### [Problem to solve]
Scan the material below for the word "service", then copy every line in which it appears.

### [Materials provided]
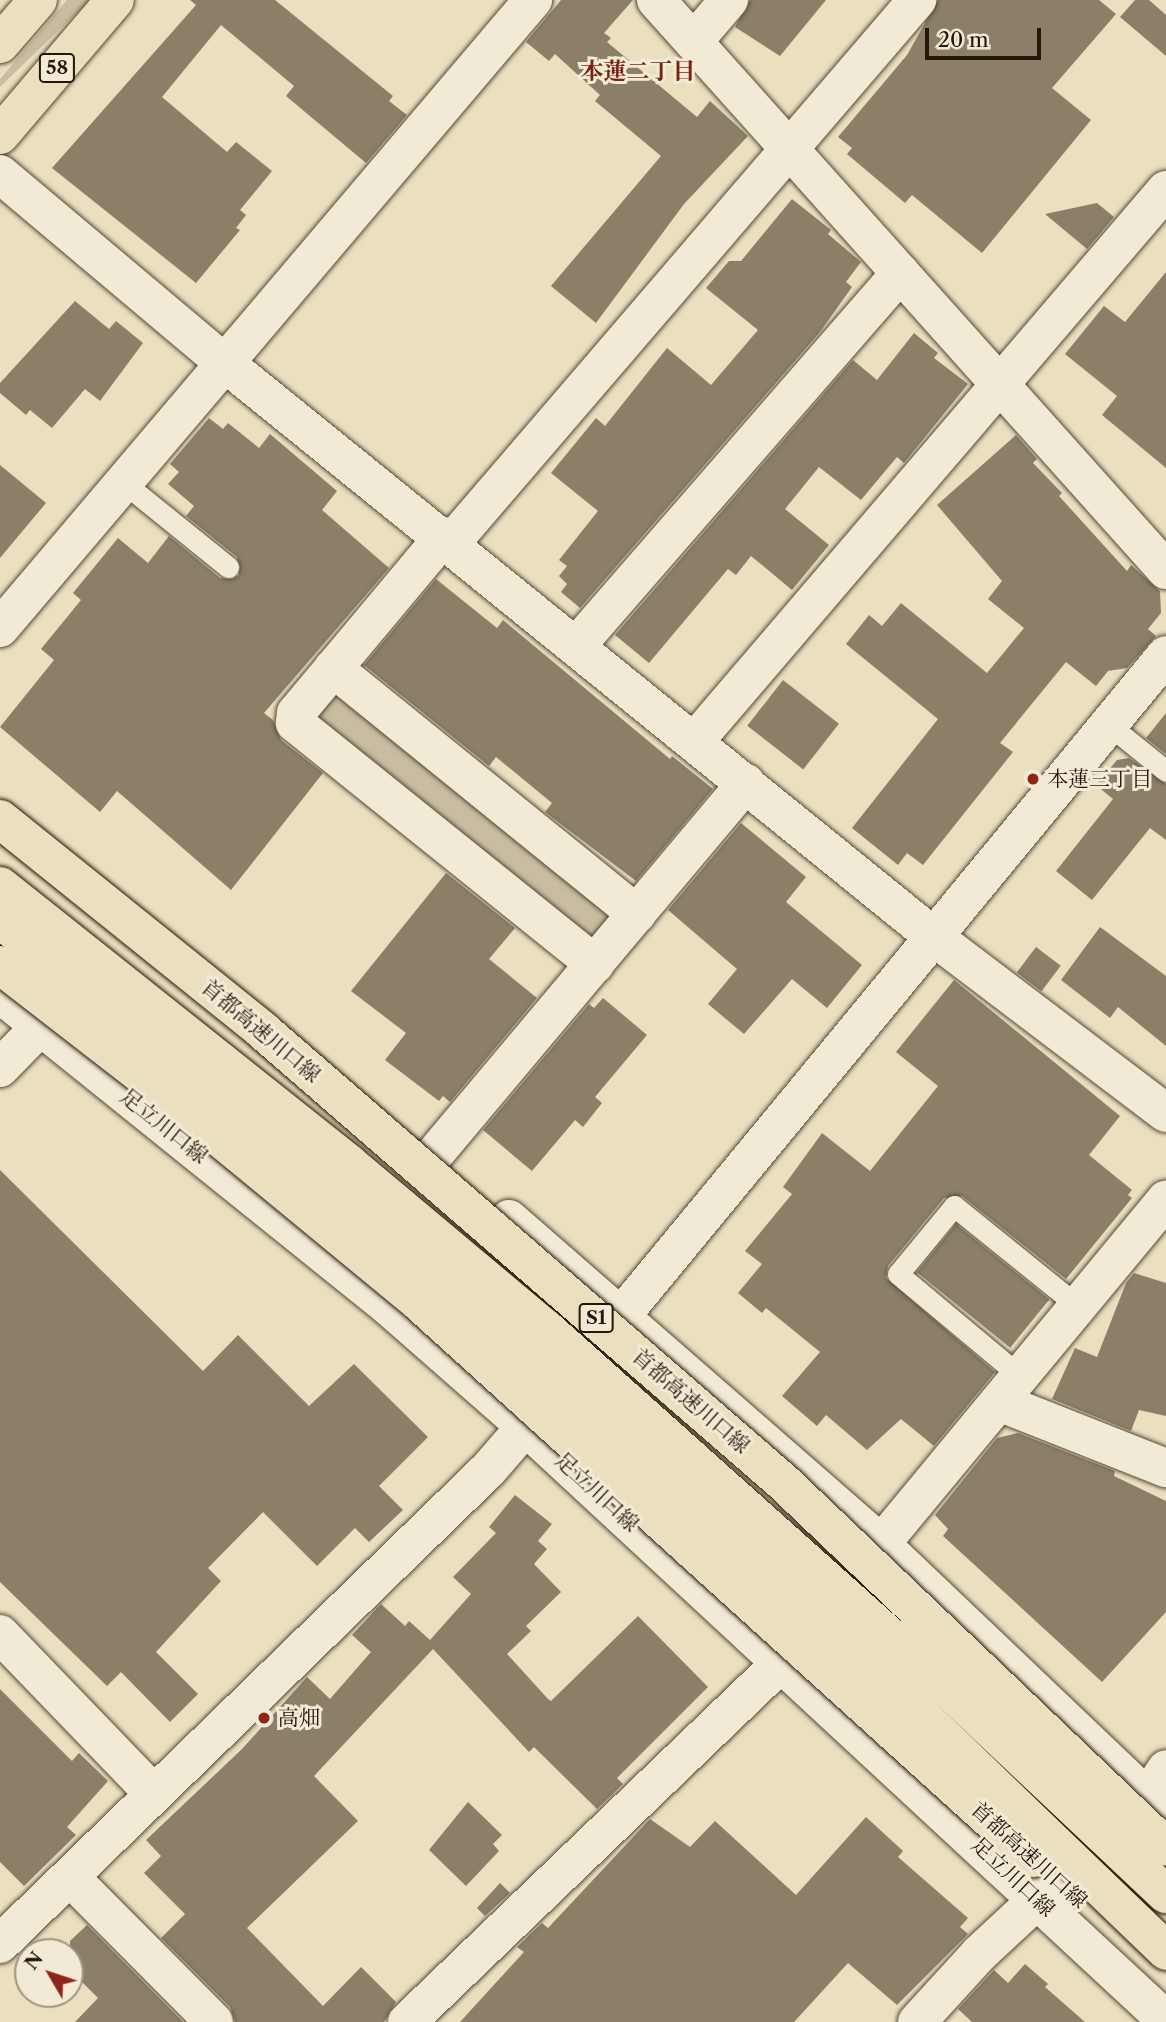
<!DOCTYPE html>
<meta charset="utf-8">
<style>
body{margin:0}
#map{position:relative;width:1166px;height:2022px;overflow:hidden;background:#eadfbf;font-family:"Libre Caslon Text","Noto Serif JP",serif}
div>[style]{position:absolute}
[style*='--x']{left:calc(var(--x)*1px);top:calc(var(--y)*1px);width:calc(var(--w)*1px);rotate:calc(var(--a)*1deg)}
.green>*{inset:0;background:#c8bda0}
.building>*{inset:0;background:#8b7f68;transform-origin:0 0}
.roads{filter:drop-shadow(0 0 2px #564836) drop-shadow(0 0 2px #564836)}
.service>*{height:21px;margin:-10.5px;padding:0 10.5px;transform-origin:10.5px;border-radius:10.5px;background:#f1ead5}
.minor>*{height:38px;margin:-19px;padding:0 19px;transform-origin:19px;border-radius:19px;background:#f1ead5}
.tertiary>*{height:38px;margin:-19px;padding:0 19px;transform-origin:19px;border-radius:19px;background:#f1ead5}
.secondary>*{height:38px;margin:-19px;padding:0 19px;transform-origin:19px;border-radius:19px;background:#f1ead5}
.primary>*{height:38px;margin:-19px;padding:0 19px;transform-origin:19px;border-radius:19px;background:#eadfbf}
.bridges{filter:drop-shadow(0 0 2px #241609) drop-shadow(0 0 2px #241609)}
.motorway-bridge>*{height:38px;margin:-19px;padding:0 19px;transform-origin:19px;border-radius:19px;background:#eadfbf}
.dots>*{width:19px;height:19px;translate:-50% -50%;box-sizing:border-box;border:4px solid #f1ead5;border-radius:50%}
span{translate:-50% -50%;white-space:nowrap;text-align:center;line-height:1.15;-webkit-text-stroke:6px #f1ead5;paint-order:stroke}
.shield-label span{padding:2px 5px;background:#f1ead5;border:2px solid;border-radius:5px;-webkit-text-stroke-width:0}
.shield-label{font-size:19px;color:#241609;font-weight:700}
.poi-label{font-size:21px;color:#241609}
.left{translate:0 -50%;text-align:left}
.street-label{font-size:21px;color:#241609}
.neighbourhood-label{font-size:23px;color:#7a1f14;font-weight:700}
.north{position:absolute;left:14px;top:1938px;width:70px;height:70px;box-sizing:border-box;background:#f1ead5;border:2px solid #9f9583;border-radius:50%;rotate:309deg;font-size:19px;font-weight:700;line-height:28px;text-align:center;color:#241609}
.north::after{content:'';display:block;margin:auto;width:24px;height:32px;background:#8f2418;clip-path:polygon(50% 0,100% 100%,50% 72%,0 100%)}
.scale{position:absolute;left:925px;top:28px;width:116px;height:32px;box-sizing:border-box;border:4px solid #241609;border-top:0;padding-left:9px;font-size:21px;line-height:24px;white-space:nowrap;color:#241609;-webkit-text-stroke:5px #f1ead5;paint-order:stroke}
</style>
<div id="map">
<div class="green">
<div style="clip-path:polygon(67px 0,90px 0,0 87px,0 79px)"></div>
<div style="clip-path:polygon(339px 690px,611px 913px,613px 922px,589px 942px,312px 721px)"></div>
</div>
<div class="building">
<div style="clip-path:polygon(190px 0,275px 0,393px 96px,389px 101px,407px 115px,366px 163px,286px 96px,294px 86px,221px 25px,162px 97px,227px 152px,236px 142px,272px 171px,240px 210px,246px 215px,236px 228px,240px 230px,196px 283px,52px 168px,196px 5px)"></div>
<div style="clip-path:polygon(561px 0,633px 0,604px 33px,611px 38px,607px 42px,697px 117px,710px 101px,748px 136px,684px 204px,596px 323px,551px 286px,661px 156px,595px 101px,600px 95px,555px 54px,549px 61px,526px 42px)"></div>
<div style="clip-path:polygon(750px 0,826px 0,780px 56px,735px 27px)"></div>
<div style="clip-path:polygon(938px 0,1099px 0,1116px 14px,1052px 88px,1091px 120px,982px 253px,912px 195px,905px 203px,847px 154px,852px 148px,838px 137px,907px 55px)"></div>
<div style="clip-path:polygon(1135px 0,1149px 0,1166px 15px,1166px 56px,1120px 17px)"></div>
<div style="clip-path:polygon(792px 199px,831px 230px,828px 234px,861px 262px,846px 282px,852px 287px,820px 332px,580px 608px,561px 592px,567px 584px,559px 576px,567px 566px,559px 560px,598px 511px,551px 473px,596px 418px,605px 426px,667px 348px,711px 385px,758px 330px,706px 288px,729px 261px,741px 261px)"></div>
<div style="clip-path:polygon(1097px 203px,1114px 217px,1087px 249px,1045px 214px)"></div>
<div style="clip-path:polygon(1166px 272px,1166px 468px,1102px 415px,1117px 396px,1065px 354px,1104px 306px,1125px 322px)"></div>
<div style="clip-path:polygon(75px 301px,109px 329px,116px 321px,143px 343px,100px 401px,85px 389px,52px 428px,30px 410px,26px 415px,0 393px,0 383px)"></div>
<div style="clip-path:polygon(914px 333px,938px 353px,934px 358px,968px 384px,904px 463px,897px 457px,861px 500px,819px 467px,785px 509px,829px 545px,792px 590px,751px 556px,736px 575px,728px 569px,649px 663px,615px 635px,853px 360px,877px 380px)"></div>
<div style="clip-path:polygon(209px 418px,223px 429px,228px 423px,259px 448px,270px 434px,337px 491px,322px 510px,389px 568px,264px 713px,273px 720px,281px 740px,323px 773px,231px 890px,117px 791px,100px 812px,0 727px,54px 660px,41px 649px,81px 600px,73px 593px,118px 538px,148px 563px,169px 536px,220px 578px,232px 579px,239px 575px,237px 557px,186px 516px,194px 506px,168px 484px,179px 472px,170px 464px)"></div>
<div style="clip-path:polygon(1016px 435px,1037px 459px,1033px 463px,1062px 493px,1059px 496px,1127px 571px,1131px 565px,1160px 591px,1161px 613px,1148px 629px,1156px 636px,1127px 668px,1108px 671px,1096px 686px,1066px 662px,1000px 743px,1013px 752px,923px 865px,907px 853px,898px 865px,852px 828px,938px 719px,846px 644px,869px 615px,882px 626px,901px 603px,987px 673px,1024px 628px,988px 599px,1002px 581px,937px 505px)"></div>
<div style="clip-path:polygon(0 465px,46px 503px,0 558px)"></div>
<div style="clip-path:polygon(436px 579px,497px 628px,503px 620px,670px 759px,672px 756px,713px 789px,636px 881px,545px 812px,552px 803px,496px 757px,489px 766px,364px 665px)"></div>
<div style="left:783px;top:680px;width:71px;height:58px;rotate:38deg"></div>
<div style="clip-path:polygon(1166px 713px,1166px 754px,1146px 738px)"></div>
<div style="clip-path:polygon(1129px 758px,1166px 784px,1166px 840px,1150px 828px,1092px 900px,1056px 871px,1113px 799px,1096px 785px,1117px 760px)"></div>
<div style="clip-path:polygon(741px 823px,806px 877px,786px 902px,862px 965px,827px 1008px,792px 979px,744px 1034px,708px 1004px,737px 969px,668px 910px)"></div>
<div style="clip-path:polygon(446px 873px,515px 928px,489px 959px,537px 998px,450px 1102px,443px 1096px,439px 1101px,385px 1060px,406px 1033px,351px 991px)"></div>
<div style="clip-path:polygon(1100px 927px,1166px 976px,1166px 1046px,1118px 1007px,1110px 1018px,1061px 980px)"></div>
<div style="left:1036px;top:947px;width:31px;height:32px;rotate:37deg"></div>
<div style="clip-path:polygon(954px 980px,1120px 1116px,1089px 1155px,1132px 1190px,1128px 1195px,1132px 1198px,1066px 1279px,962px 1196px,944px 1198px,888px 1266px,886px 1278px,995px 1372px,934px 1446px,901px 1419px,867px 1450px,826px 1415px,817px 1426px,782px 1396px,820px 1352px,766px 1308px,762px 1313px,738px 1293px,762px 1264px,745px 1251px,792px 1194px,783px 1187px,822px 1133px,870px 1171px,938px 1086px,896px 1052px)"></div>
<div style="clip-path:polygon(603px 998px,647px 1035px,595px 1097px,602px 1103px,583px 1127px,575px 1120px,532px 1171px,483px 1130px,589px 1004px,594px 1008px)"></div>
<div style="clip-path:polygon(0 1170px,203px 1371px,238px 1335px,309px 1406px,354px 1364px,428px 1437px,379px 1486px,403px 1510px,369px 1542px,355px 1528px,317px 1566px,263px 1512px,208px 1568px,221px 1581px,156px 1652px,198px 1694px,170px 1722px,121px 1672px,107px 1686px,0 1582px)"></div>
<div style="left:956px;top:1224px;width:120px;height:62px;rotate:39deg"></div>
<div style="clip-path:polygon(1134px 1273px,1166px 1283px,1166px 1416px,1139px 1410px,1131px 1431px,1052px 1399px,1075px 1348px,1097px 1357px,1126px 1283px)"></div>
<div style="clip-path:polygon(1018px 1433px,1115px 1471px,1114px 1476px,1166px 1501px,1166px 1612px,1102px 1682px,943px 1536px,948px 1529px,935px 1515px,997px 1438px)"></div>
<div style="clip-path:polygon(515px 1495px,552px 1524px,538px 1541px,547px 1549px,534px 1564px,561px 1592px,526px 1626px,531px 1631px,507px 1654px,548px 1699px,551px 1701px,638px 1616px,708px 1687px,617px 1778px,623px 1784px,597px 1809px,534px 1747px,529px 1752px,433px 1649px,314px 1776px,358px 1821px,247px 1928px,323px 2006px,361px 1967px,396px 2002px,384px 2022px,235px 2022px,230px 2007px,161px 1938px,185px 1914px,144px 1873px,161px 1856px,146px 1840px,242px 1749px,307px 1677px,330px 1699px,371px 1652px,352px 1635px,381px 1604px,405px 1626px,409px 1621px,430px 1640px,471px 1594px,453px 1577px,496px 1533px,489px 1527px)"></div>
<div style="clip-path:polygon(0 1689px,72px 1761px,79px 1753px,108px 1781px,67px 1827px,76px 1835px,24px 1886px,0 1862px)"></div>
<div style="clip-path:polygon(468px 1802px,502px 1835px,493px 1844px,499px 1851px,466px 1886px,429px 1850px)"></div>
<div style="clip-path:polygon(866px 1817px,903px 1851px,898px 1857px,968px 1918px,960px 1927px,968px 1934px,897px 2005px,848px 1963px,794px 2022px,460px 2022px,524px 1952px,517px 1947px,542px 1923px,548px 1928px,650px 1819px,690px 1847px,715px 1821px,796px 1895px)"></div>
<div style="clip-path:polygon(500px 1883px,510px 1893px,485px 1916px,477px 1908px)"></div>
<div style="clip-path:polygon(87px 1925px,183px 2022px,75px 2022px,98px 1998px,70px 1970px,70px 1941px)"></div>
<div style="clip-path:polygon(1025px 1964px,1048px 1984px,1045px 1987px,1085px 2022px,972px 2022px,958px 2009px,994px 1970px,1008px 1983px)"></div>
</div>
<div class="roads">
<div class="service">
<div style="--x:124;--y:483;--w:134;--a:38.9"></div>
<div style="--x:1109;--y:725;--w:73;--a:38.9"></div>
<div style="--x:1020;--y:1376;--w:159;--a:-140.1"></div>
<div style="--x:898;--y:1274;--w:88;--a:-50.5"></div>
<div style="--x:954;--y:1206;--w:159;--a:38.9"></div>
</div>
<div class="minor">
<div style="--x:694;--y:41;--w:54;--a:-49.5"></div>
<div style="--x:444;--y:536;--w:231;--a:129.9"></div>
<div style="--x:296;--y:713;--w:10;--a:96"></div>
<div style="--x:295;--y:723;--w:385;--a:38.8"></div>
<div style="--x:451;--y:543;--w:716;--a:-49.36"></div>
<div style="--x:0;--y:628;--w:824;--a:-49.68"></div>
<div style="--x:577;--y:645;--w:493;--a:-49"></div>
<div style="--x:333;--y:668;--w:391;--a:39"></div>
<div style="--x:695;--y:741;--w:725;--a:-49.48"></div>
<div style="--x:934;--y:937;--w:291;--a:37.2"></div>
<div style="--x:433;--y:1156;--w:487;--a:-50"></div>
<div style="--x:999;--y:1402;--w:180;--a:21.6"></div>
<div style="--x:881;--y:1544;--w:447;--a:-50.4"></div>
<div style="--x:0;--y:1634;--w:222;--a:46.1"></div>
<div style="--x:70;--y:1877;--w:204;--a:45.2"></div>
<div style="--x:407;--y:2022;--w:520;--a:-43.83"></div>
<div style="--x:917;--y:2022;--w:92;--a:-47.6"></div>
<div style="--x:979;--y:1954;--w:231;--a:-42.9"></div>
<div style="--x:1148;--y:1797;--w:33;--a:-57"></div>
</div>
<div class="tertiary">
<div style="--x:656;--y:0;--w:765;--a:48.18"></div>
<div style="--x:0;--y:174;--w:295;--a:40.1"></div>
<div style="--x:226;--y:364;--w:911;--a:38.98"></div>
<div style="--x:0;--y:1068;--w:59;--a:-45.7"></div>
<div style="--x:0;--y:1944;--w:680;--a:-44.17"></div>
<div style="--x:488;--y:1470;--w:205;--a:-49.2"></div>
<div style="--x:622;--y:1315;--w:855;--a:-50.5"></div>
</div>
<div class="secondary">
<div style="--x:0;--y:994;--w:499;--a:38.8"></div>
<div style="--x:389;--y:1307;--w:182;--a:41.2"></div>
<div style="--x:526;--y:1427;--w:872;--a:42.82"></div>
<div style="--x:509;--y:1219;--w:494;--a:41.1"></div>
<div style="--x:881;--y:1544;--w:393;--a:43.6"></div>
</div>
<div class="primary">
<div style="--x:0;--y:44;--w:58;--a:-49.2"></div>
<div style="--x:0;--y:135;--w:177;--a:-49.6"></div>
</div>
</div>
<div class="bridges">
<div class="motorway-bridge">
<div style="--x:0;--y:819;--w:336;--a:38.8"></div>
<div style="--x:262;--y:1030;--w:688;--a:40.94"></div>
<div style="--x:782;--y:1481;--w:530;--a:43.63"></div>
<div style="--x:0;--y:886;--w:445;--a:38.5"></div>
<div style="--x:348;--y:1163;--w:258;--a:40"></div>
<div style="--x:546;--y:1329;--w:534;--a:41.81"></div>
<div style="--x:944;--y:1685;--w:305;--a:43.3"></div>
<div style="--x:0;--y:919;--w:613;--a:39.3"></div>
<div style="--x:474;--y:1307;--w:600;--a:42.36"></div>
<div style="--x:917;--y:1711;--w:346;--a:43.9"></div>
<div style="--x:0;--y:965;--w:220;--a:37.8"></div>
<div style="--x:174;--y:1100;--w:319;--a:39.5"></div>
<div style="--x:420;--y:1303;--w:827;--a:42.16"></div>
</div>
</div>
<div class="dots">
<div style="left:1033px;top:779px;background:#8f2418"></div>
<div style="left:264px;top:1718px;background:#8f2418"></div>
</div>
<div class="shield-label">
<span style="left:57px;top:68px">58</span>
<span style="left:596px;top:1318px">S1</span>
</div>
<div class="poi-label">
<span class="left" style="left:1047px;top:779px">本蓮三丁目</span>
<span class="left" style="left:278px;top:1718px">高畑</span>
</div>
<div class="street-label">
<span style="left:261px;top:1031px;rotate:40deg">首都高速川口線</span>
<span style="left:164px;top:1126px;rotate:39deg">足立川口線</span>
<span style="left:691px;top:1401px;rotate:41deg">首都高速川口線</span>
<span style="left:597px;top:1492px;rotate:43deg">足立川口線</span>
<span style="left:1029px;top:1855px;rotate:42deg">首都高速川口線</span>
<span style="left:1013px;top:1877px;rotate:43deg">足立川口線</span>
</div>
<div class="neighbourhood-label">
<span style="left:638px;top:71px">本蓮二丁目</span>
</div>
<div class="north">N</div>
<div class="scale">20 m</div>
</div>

### [Expected answer]
.service>*{height:21px;margin:-10.5px;padding:0 10.5px;transform-origin:10.5px;border-radius:10.5px;background:#f1ead5}
<div class="service">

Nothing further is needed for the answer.